I work in the following question:
Let $E$ be a space Banach, $\{x_n\}_{n=1}^{\infty} \subset E$, $x \in E$ and \begin{equation*} K_{n}= \overline{con(\bigcup_{i=n}^{\infty}\{xi\})}. \end{equation*} prove: If $E$ is finite dimensional and $\bigcap_{n=1}^{\infty}K_{n} = \{ x \}$, then $x_{n} \to x$.
The prove: We may asume that $x = 0$. consider the recesion cone \begin{equation*} C_{n} = \bigcap_{\lambda > 0}\lambda K_{n} \end{equation*} Since $C_{n}\subset K_{n}$ we deduce that $ \cap_{i=1}^{\infty}C_{n} = \{0\} $. Let $S= \{ x \in E: \|x\| = 1 \}$ the sequence $C_{n}\cap S$ is decrecent and $\bigcap_{n=1}^{\infty}(C_{n}\cap S) = \emptyset $. Thus, by compactness $C_{n_{0}}\cap S = \emptyset$ for some $ n_{0} \in \mathbb{N} $. therefore $C_{n_{0}} = \{ 0 \}$ and consequently $K_{n_{0}}$ is bounded. Hence $(x_{n})$ is bounded. (So we are in the conditions previous item of this same exercise and it´s just conclude )

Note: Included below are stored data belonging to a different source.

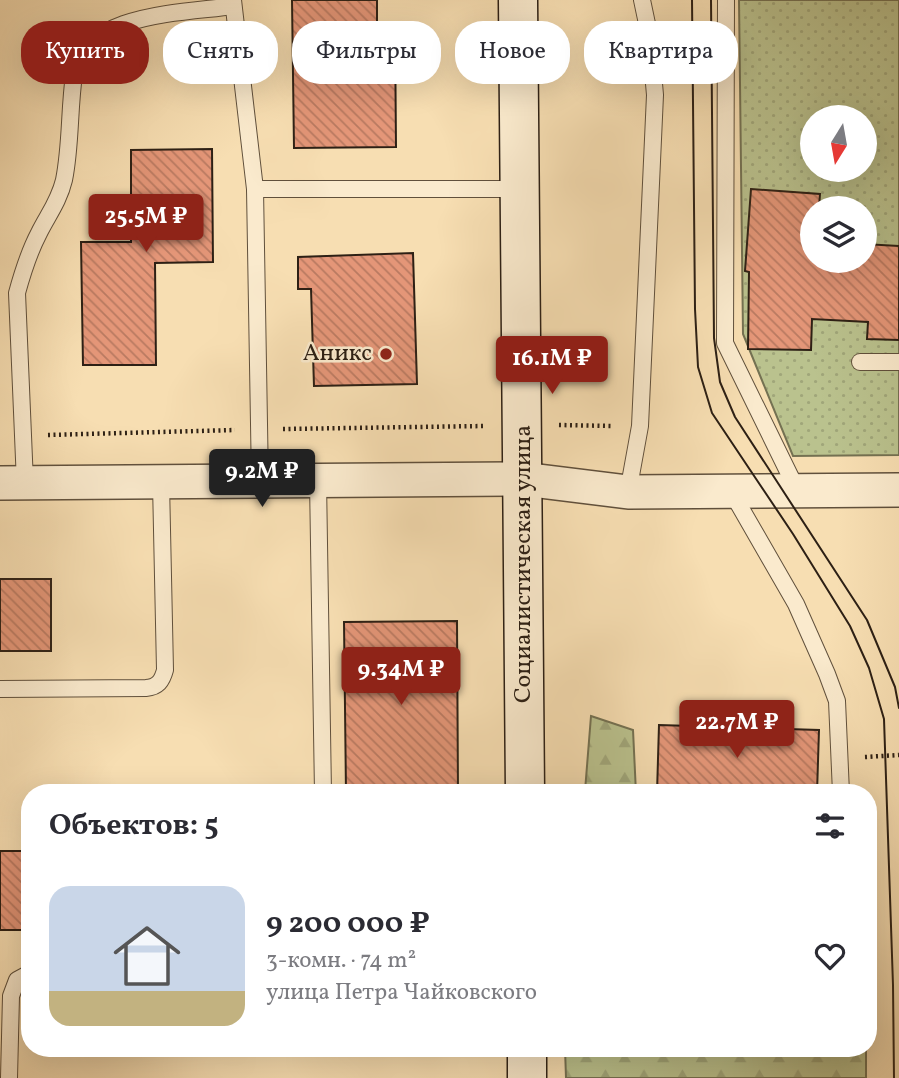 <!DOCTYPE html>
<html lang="ru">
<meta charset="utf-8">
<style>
body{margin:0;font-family:Vollkorn,serif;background:#f2f2f3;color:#2b2b33;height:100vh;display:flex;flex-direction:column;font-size:26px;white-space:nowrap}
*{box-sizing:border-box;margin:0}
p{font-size:23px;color:#7c7c81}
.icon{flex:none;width:38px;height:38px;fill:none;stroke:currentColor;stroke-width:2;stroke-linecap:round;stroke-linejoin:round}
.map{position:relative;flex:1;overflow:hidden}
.details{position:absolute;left:21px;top:784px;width:856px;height:273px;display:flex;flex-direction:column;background:#fff;border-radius:28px;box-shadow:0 7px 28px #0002}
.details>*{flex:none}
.hud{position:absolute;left:21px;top:21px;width:858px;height:63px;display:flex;gap:14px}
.needle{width:46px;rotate:191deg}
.controls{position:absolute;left:800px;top:105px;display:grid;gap:14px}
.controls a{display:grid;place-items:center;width:77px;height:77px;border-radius:50%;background:#fff;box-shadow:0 7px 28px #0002;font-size:35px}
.price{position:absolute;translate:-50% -60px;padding:0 16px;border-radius:7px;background:#8f2418;color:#fff;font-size:23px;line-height:46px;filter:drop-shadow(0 2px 4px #0008)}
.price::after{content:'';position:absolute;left:50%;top:42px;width:21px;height:16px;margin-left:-10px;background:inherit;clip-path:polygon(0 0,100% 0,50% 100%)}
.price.on{background:#222;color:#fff}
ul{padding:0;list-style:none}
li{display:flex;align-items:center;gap:21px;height:175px;padding:0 28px}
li+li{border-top:2px solid #e1e1e2}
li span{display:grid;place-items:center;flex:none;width:196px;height:140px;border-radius:21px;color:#555}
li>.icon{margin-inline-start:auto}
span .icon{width:84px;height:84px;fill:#fffc;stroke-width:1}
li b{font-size:30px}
h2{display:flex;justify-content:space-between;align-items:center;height:84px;padding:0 28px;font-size:30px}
.pill{padding:0 24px;border-radius:28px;background:#fff;box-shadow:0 7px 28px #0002;font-size:24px;line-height:63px}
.pill.on{background:#8f2418;color:#fff}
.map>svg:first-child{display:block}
.grass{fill:url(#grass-dots);stroke:#747152;stroke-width:2;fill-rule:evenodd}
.forest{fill:url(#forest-firs);stroke:#747152;stroke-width:2}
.building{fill:url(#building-back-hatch);stroke:#2d2015;stroke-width:2}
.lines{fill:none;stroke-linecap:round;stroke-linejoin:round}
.lane-casing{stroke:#60503c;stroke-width:18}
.street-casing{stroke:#60503c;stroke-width:36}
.secondary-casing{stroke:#2d2015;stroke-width:41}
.path{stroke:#2d2015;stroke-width:4.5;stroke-dasharray:2 3.5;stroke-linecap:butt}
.lane{stroke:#faeacd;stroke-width:16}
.street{stroke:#faeacd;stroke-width:33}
.secondary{stroke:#faeacd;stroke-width:38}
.tram{stroke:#2d2015;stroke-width:2}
.poi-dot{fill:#8f2418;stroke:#faeacd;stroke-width:2.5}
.labels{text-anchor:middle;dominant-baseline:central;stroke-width:5;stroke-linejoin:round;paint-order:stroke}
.poi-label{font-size:24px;fill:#2d2015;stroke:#faeacd;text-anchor:end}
.street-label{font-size:24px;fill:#2d2015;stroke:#faeacd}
</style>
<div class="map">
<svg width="899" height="1078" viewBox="0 0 899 1078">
<defs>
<pattern id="grass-dots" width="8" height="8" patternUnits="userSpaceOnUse" patternTransform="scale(1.75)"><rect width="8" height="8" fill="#bac28e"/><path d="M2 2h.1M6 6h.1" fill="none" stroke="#a0a67a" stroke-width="1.8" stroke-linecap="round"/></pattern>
<pattern id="forest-firs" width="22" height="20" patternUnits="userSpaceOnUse" patternTransform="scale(1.75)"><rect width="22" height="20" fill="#bac28e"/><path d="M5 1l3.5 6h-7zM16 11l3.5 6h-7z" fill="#a0a67a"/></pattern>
<pattern id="building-back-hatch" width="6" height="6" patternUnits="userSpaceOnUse" patternTransform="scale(1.75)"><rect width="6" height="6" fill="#e49678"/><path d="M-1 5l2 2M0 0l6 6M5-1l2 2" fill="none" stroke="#b97a61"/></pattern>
</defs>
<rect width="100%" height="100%" fill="#f7deb2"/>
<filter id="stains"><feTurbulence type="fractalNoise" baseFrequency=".00286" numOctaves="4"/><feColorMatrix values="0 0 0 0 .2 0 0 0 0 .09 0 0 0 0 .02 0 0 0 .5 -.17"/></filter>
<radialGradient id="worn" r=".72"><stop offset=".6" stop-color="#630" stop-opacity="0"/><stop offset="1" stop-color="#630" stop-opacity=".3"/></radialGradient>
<path class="grass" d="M739,0H899V455L793,456L743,334ZM812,117H864V170H812ZM812,208H864V261H812Z"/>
<g class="forest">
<polygon points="591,716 633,730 636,793 582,793 585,791"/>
<polygon points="565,1048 866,1048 866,1078 566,1078"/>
</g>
<g class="building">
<polygon points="292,0 377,0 377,26 395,26 396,147 294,148"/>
<polygon points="212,149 213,262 155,263 156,365 83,365 81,242 131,242 131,150"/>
<polygon points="751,189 820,194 819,208 812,208 812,261 864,261 864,244 899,246 899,340 867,339 868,322 812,319 811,350 748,349 749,272 745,271"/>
<polygon points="413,253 417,384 314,386 311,289 298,289 298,257"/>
<rect x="0" y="579" width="51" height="72"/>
<polygon points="457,621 458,793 346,793 344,622"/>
<polygon points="659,725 819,730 817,793 657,793"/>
<rect x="0" y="851" width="30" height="79"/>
</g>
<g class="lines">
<defs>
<g id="lane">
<polyline points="233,0 255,189 519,189"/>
<polyline points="726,0 725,343 797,490"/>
<polyline points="255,189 260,482"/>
<polyline points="860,362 899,362"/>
<polyline points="318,481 323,793"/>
<path d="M25,483L17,293C23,271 29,252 39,233C48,215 59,201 64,180C71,145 69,110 74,75C82,12 186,13 233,6"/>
<polyline points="731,491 796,604 827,674 837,701 841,793"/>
<polyline points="628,492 640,426 655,95 650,38 642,0"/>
<path d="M0,689L146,688C158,687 162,681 165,670L161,483"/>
<polyline points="9,1078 11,996 17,980 30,973"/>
</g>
<polyline id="street" points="0,483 523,479 628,492 899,490"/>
<g id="secondary">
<polyline points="518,0 525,793"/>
<polyline points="527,1048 527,1078"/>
</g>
</defs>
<use href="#lane" class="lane-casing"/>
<use href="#street" class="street-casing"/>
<use href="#secondary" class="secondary-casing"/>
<g class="path">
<polyline points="559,425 613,426"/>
<polyline points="283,429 484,426"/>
<polyline points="48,435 235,430"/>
<polyline points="865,757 899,755"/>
</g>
<use href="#lane" class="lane"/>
<use href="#street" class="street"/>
<use href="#secondary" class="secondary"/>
<g class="tram">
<polyline points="692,0 695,309 698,367 712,413 793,534 850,626 869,668 884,719 893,985 894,1078"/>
<polyline points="711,0 714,338 720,382 735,417 867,620 895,687 899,708"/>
</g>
</g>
<circle class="poi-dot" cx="386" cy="354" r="7"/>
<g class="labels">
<g class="poi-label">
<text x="372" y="354">Аникс</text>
</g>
<g class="street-label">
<text transform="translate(524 564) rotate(-90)">Социалистическая улица</text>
</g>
</g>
<rect width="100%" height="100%" filter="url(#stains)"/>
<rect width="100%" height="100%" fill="url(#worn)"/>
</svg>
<div class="controls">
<a><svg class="needle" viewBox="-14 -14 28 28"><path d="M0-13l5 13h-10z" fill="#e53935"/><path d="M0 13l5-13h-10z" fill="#7c7c81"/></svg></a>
<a><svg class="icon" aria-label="layers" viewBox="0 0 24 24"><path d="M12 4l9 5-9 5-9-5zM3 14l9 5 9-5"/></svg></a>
</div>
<b class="price" style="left:146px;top:254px">25.5M ₽</b>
<b class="price" style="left:552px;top:396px">16.1M ₽</b>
<b class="price on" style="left:262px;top:509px">9.2M ₽</b>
<b class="price" style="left:401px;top:707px">9.34M ₽</b>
<b class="price" style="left:737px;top:760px">22.7M ₽</b>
<div class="hud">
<a class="pill on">Купить</a>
<a class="pill">Снять</a>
<a class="pill">Фильтры</a>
<a class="pill">Новое</a>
<a class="pill">Квартира</a>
</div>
<section class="details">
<h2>Объектов: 5<svg class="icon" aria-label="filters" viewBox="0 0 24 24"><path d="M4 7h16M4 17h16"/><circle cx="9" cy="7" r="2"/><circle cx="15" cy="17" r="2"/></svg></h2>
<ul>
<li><span style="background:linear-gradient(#c9d6e8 75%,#c2b280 0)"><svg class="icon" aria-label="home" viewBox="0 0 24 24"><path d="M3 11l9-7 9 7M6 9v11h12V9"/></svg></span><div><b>9 200 000 ₽</b><p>3-комн. · 74 m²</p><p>улица Петра Чайковского</p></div><svg class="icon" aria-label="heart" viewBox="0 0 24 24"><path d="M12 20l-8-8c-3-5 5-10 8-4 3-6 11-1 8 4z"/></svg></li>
</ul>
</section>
</div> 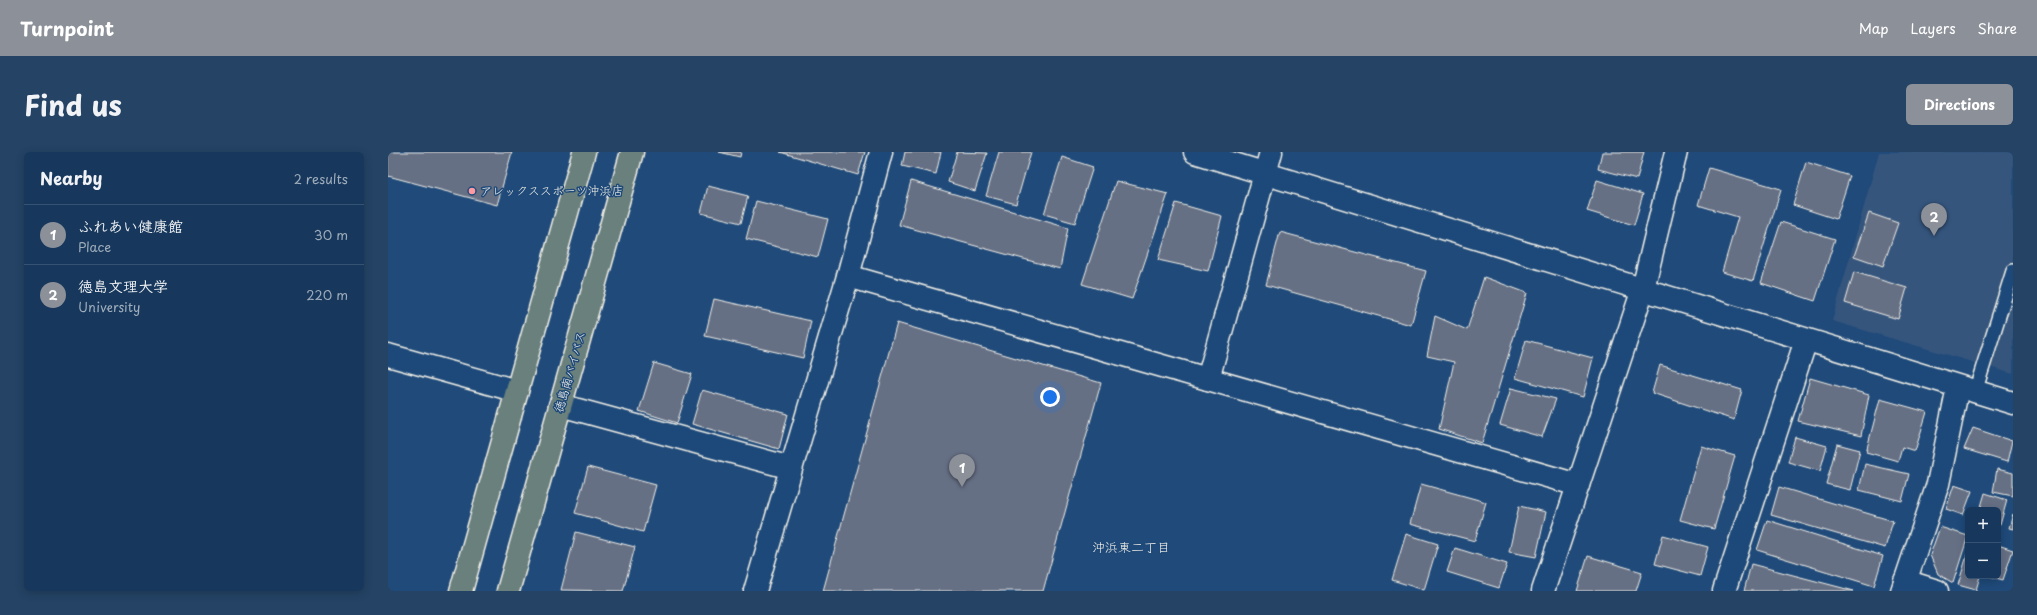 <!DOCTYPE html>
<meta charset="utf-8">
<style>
:root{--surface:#17385c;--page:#244365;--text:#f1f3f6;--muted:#9eacbb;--line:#365272;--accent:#8c9099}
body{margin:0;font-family:"Playpen Sans","Klee One",sans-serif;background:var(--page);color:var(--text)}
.controls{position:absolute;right:12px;bottom:12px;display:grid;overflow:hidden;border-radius:6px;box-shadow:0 2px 10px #0003}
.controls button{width:36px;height:36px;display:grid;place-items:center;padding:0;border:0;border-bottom:1px solid var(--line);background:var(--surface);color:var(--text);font:20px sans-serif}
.you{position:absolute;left:662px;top:245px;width:14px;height:14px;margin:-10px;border:3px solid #fff;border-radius:50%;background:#1a73e8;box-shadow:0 0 0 6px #1a73e833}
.badge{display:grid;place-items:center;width:26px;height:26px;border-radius:50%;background:var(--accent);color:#fff;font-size:13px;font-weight:700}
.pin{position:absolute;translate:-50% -33px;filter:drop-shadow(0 1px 2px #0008)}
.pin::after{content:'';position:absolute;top:21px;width:14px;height:12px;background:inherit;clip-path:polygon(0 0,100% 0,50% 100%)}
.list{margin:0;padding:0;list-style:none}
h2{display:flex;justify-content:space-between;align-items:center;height:52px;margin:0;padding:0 16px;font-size:17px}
h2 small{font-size:13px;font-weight:400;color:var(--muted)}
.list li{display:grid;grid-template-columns:26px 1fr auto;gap:12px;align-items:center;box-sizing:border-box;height:60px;padding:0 16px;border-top:1px solid var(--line)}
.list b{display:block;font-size:15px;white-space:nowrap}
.list p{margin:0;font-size:13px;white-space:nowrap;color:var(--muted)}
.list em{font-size:13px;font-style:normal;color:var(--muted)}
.map{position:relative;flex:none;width:1625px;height:439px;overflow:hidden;border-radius:6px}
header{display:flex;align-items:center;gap:24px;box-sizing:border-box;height:56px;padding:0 20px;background:var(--accent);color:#fff}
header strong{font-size:19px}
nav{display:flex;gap:22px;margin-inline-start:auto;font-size:14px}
.intro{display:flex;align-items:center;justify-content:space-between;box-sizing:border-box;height:96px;padding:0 24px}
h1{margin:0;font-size:28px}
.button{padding:10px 18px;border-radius:6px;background:var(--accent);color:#fff;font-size:14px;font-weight:700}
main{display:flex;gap:24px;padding:0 24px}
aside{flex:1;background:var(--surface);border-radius:6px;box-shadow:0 2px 10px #0003}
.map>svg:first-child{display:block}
</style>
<header>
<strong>Turnpoint</strong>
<nav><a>Map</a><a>Layers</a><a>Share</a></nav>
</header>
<div class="intro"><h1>Find us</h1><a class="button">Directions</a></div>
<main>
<aside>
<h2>Nearby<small>2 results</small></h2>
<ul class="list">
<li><span class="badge">1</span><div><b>ふれあい健康館</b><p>Place</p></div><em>30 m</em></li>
<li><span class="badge">2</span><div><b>徳島文理大学</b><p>University</p></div><em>220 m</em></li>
</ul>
</aside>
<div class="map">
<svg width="1625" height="439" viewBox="0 0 1625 439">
<rect width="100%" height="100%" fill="#1f4a7a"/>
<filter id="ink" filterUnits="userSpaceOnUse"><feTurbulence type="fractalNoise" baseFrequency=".025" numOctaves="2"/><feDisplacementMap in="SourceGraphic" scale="8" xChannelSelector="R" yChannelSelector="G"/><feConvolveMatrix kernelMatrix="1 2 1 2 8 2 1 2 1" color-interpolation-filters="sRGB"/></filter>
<g filter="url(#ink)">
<polygon fill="#34557d" points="1491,0 1625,0 1625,222 1444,169"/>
<g fill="#667085" stroke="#f4f1e8">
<polygon points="0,0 124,0 109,53 0,24"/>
<polygon points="331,0 353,0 352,5"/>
<polygon points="392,0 477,0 470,23"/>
<polygon points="517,0 553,0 548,22 514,14"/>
<polygon points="569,0 599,1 587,39 560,30"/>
<polygon points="611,0 643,0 628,52 598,44"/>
<polygon points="1214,0 1256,0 1249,27 1210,17"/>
<polygon points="674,5 705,15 687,71 656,62"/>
<polygon points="1418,10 1462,24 1448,67 1405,53"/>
<polygon points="1321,16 1393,37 1365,129 1334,120 1350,65 1310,53"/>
<polygon points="1209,28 1255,42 1246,73 1199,59"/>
<polygon points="523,29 680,76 672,117 511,73"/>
<polygon points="728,29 780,42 744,147 694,132"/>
<polygon points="320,34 360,44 353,71 313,61"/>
<polygon points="368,49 440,67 430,105 358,87"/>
<polygon points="788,51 834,64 820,119 770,108"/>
<polygon points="1481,61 1510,71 1495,114 1466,104"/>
<polygon points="1393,70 1447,87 1427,149 1373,131"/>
<polygon points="892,80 1038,119 1023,173 878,133"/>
<polygon points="1466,120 1519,136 1510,167 1457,151"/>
<polygon points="1096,125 1139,141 1094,291 1051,277 1066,210 1039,204 1047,164 1079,178"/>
<polygon points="326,147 423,169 415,206 317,184"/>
<polygon points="509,171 713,231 655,439 435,439"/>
<polygon points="1138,188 1205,206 1195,245 1127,226"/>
<polygon points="266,211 304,222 289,271 251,259"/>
<polygon points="1272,213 1354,238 1346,268 1264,241"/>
<polygon points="1422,226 1481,243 1473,284 1410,269"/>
<polygon points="1123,236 1168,247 1154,285 1112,273"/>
<polygon points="314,238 400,262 391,297 304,272"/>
<polygon points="1492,247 1539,260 1527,299 1514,295 1510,309 1478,300"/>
<polygon points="1585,276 1624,289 1619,310 1576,297"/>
<polygon points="1407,285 1439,294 1432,319 1400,310"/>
<polygon points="1449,292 1472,298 1462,338 1438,332"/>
<polygon points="1313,294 1347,304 1326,377 1292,368"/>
<polygon points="1477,312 1521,322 1514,349 1471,338"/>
<polygon points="200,315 268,333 255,380 187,361"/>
<polygon points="1609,317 1625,321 1625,344 1605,340"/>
<polygon points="1033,332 1098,350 1087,389 1022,372"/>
<polygon points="1566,333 1584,339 1575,363 1558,357"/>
<polygon points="1391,335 1505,369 1497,396 1383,363"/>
<polygon points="1597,341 1619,348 1612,373 1610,373 1610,358 1592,358"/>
<polygon points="1131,354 1158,360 1148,405 1121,400"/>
<polygon points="1625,362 1625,377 1621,376"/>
<polygon points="1379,368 1495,404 1486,434 1369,398"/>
<polygon points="1552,375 1580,384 1565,431 1550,422 1542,403"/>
<polygon points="188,380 247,395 235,439 173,438"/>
<polygon points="1018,382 1050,392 1036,438 1004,428"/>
<polygon points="1275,383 1320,395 1312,424 1267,412"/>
<polygon points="1610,393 1625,398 1615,428 1601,424 1610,424"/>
<polygon points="1067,396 1119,412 1111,436 1059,420"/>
<polygon points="1580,400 1580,424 1592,424 1588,438 1570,433"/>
<polygon points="1200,404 1254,420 1248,439 1189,439"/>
<polygon points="1363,412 1466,439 1356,439"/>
</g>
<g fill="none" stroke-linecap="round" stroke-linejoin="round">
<defs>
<polyline id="service" points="1587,240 1625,119"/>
<g id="minor">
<polyline points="460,124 1190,333"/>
<polyline points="0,203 129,239"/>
<polyline points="820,227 883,0"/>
<polyline points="172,253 403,316"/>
<polyline points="1517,429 1549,439"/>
<polyline points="367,439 460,124 493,0"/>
<polyline points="1155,439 1255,137 1288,0"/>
<polyline points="1514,439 1550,332 1570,235"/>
</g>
<g id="tertiary">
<polyline points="807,0 1625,251"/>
<polyline points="1336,439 1418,188"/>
</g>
<g id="trunk">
<polyline points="73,439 196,0"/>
<polyline points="120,439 244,0"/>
</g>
</defs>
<use href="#service" stroke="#f4f1e8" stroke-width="16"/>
<use href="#minor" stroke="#f4f1e8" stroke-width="25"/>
<use href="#tertiary" stroke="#f4f1e8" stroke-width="25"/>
<use href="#trunk" stroke="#f4f1e8" stroke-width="25"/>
<use href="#service" stroke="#1f4a7a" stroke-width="13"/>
<use href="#minor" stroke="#1f4a7a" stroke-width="22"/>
<use href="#tertiary" stroke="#1f4a7a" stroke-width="22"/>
<use href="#trunk" stroke="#6a807d" stroke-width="22"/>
</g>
</g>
<circle fill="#ff9aa2" stroke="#1f4a7a" stroke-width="1.5" cx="84" cy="39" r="4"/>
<g text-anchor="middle" stroke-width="3" stroke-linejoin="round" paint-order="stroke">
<g font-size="12" fill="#f4f1e8" stroke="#1f4a7a" text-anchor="start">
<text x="92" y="43">アレックススポーツ沖浜店</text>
</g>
<g font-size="12" fill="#f4f1e8" stroke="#1f4a7a">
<text transform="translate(182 220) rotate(-74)" y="4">徳島南バイパス</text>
</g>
<g font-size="13" fill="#f4f1e8" stroke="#1f4a7a">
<text x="743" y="400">沖浜東二丁目</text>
</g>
</g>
</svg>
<div class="controls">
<button>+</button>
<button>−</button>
</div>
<div class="you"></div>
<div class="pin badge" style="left:574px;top:335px">1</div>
<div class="pin badge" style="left:1546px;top:84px">2</div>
</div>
</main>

But. i don´t understand why $C_{n_{0}} = \{ 0 \}$? And why $C_{n_{0}} = \{ 0 \}$ implies $K_{n_{0}}$ is bounded?
(There is another way to solve the problem: suppose that $\{x_{n}\}$ is unbounded but i couldn´t do it this way.)
thanks.
If $K_{n_0}$ is unbound, then $\forall n>0,\, \exists \lVert x_n\rVert>n,$ s.t. $$\frac{x_n}{\lVert x_n\rVert}\in(\cap_{\lambda\ge \frac{1}{m}}\lambda K_{n_0})\cap S,\, \forall m\le n.$$ Denote $y_n=\frac{x_n}{\lVert x_n\rVert}$. $\{y_n\}$ is bounded and $S$ is compact, therefore there exists y such that $\lim_{n\to \infty}y_n=y$ . Because $(\cap_{\lambda\ge \frac{1}{n}}\lambda K_n)\cap S$ is compact, $y\in (\cap_{\lambda\ge \frac{1}{n}}\lambda K_{n_0})\cap S,\forall n$. Hence, $y\in (C_{n_0})\cap S = \emptyset$.